● Required work:
Some of the lines below need repeating. Reproduce exactly those between the lines holding "fill:none; stroke-linecap:round; stroke-linejoin:round" and "2 1 2 8 2 1", inclusive.

● Data excerpts:
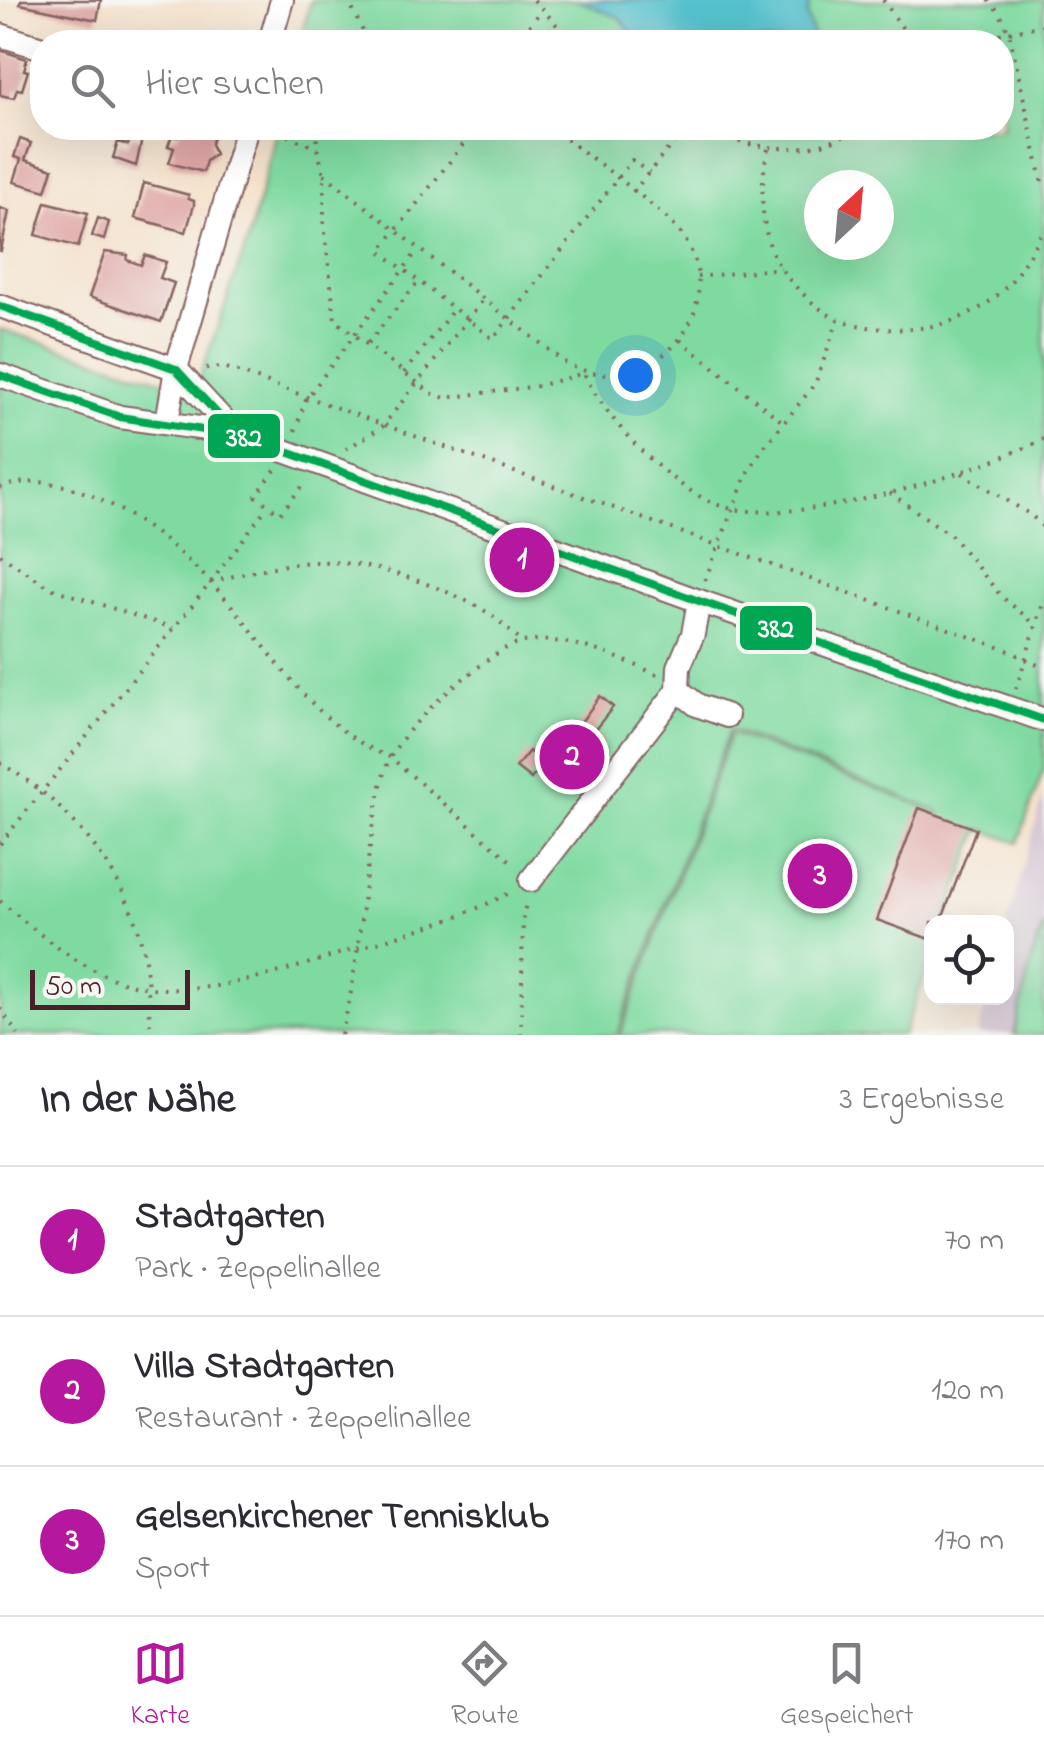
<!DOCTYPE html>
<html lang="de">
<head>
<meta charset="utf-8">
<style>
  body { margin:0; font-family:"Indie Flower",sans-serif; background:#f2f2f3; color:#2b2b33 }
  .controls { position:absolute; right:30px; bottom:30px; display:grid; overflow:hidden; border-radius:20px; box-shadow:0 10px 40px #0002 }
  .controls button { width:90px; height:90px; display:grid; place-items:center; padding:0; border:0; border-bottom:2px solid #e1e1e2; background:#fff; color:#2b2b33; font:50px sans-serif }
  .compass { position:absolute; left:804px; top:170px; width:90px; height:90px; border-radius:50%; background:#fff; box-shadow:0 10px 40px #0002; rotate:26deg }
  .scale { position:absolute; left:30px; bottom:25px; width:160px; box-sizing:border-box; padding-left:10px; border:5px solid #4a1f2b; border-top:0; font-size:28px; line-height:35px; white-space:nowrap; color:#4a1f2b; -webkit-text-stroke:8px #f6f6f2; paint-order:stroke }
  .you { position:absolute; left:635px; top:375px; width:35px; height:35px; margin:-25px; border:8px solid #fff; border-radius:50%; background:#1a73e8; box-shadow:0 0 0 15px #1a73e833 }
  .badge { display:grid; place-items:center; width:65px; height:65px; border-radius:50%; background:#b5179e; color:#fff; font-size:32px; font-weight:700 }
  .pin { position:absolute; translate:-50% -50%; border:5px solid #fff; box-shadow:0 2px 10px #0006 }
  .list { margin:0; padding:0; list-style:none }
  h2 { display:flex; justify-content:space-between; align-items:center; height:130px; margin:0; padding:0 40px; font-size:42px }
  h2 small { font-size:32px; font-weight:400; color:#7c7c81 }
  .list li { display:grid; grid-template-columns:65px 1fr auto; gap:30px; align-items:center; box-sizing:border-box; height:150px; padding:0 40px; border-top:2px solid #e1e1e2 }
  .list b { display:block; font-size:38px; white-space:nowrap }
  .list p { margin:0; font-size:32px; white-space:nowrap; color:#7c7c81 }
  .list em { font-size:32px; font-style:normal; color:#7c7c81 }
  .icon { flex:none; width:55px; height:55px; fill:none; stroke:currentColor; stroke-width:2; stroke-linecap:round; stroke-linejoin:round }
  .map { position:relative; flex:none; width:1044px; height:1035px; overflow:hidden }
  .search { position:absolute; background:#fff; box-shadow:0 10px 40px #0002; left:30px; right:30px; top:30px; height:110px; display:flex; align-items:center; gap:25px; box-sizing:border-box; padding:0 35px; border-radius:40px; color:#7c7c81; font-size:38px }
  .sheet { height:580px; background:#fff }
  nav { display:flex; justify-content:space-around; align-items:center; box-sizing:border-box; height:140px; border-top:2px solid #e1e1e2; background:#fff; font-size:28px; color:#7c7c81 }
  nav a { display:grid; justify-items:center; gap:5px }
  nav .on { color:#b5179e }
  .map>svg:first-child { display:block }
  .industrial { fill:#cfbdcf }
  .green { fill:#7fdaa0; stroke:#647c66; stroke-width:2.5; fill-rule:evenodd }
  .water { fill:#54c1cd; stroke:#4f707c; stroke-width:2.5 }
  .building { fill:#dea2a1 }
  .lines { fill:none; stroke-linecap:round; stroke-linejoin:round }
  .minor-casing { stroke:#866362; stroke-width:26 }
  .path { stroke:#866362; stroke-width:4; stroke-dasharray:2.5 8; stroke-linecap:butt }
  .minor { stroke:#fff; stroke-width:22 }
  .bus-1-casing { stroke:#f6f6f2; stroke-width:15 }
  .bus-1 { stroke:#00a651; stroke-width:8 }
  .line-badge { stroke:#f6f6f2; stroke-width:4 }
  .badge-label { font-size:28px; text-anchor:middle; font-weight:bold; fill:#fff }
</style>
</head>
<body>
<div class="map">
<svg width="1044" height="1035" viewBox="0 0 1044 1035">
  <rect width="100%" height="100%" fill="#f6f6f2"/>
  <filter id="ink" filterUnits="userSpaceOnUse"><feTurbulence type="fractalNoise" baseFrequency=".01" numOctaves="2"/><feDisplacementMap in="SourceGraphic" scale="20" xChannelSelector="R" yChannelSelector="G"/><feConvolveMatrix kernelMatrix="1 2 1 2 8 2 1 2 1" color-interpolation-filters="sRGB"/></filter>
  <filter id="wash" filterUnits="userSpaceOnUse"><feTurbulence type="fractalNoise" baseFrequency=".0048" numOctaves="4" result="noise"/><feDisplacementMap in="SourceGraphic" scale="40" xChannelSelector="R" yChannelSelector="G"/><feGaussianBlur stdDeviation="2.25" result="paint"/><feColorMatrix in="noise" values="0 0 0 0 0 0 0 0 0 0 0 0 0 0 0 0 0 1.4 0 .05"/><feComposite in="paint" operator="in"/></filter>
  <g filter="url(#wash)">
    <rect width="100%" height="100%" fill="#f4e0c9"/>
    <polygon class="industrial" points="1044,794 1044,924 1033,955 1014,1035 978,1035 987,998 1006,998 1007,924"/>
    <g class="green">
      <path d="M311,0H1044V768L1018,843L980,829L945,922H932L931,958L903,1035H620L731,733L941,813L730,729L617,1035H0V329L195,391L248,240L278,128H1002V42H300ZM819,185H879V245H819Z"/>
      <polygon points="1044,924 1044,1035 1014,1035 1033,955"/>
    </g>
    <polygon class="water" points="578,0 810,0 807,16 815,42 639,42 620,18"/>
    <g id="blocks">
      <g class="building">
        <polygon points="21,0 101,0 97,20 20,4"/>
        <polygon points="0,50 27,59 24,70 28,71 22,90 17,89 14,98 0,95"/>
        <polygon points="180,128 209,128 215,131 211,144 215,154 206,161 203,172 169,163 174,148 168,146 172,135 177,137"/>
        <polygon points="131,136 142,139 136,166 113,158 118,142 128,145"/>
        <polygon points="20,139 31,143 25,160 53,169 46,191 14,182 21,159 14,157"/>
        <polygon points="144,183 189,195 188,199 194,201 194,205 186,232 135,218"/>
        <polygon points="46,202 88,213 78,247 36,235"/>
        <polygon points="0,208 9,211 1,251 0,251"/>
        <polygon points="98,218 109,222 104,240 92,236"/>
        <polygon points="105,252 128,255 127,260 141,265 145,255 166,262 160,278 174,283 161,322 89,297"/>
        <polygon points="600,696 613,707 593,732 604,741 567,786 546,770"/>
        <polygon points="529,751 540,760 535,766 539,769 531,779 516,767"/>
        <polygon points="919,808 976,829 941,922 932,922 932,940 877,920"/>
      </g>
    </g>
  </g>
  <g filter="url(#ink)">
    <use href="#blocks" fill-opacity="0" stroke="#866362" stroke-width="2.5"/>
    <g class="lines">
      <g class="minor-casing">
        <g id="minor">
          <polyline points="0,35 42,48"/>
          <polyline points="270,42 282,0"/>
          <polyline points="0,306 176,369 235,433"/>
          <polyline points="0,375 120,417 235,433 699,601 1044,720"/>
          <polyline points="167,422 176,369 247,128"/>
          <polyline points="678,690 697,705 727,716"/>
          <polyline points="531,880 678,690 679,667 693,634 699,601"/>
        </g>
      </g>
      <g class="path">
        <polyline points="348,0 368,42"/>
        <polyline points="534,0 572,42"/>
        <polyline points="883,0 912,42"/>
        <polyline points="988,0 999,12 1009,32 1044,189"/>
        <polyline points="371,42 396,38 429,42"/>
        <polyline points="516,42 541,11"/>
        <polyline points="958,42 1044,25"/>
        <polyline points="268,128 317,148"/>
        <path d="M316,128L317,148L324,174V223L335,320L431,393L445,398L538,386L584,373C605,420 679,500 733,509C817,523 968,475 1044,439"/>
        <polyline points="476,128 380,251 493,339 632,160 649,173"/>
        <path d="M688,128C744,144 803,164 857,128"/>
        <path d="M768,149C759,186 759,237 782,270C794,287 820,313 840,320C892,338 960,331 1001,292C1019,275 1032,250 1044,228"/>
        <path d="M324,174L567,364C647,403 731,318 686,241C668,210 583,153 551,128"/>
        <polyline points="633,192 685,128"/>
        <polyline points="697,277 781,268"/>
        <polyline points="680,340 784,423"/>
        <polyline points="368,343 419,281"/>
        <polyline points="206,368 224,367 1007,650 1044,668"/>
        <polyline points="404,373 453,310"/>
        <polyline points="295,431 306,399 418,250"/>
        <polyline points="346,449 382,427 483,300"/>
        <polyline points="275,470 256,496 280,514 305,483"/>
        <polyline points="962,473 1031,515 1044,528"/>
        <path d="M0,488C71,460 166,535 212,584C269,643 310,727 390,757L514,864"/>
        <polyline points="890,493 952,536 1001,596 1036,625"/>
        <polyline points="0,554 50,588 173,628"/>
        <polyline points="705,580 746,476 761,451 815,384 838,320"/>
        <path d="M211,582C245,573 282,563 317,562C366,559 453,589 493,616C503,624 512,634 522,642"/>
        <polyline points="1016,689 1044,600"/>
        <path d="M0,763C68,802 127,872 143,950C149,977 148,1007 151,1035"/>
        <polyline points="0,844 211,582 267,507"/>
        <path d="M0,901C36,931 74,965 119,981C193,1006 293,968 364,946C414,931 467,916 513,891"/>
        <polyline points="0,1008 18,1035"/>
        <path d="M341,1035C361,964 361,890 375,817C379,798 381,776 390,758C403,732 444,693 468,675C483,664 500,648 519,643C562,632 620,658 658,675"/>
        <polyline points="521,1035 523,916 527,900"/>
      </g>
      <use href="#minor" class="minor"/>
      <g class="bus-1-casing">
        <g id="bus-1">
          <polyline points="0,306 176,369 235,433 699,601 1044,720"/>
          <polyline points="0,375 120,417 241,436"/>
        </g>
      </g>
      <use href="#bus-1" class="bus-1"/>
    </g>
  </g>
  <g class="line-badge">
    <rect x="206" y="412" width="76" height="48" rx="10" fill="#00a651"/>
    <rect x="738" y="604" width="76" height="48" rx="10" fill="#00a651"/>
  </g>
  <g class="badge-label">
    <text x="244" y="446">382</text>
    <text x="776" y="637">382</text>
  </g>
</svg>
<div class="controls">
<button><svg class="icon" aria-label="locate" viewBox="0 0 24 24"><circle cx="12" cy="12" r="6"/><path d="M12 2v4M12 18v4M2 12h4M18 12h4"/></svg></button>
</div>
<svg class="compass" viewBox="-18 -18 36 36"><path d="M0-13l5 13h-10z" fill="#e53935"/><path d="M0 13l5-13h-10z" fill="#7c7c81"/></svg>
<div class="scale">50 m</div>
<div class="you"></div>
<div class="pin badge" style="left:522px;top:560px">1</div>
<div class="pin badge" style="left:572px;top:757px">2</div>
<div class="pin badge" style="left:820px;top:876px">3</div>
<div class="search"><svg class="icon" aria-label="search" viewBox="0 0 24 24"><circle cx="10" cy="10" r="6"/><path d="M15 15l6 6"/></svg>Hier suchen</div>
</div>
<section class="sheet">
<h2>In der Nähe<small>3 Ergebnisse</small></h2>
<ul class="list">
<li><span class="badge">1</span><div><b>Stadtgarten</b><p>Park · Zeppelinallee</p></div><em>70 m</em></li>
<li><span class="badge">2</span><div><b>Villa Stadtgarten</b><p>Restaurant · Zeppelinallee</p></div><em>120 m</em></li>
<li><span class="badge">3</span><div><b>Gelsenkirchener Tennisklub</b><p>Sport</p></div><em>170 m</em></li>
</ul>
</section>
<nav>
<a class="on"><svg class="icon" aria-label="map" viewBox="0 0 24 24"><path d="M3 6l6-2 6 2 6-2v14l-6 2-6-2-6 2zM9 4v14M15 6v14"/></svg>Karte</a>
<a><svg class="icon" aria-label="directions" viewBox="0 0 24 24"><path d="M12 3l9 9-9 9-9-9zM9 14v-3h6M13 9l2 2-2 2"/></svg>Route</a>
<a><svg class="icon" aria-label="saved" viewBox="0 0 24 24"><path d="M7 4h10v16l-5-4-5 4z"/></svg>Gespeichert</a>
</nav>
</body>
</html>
==
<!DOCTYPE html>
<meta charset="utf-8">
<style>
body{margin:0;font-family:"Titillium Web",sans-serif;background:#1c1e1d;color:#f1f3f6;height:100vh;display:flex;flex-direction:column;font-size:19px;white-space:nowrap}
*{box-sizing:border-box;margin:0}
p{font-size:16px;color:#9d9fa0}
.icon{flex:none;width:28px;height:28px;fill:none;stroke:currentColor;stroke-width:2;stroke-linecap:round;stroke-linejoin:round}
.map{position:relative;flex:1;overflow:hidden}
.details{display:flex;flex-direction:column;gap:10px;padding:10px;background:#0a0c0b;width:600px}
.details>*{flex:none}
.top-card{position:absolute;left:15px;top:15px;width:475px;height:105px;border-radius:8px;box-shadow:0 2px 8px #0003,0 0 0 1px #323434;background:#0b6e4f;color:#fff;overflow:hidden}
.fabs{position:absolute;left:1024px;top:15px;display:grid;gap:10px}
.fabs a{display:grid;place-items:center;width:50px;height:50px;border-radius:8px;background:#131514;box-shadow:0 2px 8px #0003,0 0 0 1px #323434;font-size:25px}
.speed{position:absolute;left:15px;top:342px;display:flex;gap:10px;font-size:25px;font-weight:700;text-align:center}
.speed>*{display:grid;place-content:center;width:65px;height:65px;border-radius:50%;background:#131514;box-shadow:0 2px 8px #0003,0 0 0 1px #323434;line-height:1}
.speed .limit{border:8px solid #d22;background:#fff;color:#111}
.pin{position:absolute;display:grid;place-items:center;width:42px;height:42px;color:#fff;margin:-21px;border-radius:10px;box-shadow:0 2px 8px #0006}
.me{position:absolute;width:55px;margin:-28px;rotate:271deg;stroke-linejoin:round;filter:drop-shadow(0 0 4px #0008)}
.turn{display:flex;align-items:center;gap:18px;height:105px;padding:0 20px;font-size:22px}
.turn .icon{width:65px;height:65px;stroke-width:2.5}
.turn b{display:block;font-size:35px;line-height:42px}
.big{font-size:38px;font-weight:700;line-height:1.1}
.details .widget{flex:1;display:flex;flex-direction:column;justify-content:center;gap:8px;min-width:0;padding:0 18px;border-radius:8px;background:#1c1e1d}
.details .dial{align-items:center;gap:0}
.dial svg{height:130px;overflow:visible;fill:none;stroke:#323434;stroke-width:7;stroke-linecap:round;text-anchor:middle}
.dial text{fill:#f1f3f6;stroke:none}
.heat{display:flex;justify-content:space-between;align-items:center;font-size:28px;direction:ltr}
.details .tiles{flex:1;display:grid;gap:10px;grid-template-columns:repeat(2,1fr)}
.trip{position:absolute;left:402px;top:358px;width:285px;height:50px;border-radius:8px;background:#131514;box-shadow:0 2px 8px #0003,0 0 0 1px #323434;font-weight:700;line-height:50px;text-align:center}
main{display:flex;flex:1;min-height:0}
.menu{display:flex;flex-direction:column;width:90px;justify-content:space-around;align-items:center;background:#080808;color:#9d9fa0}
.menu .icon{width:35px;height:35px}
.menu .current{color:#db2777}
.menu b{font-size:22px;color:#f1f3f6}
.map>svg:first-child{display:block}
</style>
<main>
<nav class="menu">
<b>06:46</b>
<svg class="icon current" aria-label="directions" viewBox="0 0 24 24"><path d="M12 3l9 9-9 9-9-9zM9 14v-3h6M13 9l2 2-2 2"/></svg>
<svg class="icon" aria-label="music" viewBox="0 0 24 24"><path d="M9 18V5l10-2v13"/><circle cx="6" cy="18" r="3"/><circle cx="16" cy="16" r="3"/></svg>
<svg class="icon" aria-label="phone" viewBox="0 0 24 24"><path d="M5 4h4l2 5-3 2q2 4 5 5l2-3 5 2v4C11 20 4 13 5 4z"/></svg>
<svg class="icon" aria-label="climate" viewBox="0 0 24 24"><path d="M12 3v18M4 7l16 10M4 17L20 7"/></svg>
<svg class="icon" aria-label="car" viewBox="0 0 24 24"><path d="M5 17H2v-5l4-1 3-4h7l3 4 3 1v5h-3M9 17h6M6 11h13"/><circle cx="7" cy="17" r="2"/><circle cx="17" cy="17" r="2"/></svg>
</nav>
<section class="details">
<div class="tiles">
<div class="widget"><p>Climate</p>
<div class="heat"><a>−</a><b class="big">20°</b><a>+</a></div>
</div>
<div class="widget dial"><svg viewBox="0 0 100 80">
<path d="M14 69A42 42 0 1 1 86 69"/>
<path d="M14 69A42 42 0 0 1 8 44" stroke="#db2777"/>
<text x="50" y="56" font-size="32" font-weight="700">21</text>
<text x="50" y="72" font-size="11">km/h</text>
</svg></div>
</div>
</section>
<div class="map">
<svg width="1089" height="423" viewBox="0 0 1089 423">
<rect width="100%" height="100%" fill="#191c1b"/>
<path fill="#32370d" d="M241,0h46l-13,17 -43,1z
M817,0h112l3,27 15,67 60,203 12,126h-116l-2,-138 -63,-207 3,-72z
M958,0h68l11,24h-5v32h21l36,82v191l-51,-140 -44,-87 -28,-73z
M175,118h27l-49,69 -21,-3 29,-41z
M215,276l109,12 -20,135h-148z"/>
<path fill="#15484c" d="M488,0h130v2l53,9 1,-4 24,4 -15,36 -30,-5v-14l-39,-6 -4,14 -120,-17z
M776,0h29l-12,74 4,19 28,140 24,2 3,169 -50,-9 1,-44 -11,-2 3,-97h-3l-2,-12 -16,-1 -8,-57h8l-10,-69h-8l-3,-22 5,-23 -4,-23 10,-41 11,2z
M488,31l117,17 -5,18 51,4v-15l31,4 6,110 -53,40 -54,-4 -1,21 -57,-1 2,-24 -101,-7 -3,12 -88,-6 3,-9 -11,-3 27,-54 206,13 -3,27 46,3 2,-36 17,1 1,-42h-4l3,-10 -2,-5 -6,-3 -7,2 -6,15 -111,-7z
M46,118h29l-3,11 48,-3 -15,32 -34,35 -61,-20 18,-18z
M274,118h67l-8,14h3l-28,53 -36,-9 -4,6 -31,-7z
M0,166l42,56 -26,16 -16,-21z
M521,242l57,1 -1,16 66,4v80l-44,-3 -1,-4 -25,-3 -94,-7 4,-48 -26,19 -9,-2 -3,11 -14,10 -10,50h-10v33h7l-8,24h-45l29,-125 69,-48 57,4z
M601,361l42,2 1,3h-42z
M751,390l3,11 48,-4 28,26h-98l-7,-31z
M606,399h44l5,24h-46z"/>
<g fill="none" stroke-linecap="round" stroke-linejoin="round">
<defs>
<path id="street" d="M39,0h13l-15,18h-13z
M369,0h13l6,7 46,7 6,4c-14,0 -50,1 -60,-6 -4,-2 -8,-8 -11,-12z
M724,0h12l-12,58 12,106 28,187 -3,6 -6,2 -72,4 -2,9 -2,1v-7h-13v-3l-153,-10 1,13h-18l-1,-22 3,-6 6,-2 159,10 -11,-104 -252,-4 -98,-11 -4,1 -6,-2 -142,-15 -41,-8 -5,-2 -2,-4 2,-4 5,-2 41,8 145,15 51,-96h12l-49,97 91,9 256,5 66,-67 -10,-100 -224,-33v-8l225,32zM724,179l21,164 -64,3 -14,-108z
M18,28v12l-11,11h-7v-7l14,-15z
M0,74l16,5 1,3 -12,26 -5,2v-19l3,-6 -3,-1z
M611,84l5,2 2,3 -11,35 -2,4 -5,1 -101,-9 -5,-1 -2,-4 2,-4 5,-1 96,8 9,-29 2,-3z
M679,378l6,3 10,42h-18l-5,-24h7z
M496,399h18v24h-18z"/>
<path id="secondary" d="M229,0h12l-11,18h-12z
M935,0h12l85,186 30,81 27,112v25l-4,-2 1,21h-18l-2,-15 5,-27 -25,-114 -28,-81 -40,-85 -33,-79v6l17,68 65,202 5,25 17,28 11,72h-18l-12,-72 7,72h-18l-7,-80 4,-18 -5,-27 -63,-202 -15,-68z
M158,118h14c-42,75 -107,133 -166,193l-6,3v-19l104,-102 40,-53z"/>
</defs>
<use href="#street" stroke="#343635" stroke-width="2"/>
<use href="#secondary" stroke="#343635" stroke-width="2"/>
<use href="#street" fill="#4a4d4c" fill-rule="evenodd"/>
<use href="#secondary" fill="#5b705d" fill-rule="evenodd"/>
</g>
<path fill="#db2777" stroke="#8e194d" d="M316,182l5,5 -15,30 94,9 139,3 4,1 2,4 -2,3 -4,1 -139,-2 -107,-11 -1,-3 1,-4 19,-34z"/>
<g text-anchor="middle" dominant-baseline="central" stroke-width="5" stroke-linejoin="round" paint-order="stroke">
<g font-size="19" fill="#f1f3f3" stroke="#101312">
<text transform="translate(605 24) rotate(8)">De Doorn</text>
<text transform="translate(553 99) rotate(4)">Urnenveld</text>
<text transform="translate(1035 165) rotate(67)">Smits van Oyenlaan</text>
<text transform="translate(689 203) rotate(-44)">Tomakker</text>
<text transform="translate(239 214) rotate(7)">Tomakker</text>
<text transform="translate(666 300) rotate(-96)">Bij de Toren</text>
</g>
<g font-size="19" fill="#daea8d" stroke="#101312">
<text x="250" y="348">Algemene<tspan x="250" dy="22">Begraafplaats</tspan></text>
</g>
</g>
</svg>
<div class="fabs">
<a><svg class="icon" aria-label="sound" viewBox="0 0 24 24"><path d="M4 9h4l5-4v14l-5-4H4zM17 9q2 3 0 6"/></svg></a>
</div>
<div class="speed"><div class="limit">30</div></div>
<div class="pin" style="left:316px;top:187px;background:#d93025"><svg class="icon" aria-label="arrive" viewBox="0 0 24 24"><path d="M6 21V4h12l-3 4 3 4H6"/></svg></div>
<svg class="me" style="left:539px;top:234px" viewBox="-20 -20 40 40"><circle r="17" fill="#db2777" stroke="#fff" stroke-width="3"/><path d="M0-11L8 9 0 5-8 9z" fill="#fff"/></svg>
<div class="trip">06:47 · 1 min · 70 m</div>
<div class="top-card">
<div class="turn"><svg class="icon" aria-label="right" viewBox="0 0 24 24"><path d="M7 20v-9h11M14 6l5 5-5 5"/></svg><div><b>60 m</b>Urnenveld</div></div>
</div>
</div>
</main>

● Written solution:
  .lines { fill:none; stroke-linecap:round; stroke-linejoin:round }
  .minor-casing { stroke:#866362; stroke-width:26 }
  .path { stroke:#866362; stroke-width:4; stroke-dasharray:2.5 8; stroke-linecap:butt }
  .minor { stroke:#fff; stroke-width:22 }
  .bus-1-casing { stroke:#f6f6f2; stroke-width:15 }
  .bus-1 { stroke:#00a651; stroke-width:8 }
  .line-badge { stroke:#f6f6f2; stroke-width:4 }
  .badge-label { font-size:28px; text-anchor:middle; font-weight:bold; fill:#fff }
</style>
</head>
<body>
<div class="map">
<svg width="1044" height="1035" viewBox="0 0 1044 1035">
  <rect width="100%" height="100%" fill="#f6f6f2"/>
  <filter id="ink" filterUnits="userSpaceOnUse"><feTurbulence type="fractalNoise" baseFrequency=".01" numOctaves="2"/><feDisplacementMap in="SourceGraphic" scale="20" xChannelSelector="R" yChannelSelector="G"/><feConvolveMatrix kernelMatrix="1 2 1 2 8 2 1 2 1" color-interpolation-filters="sRGB"/></filter>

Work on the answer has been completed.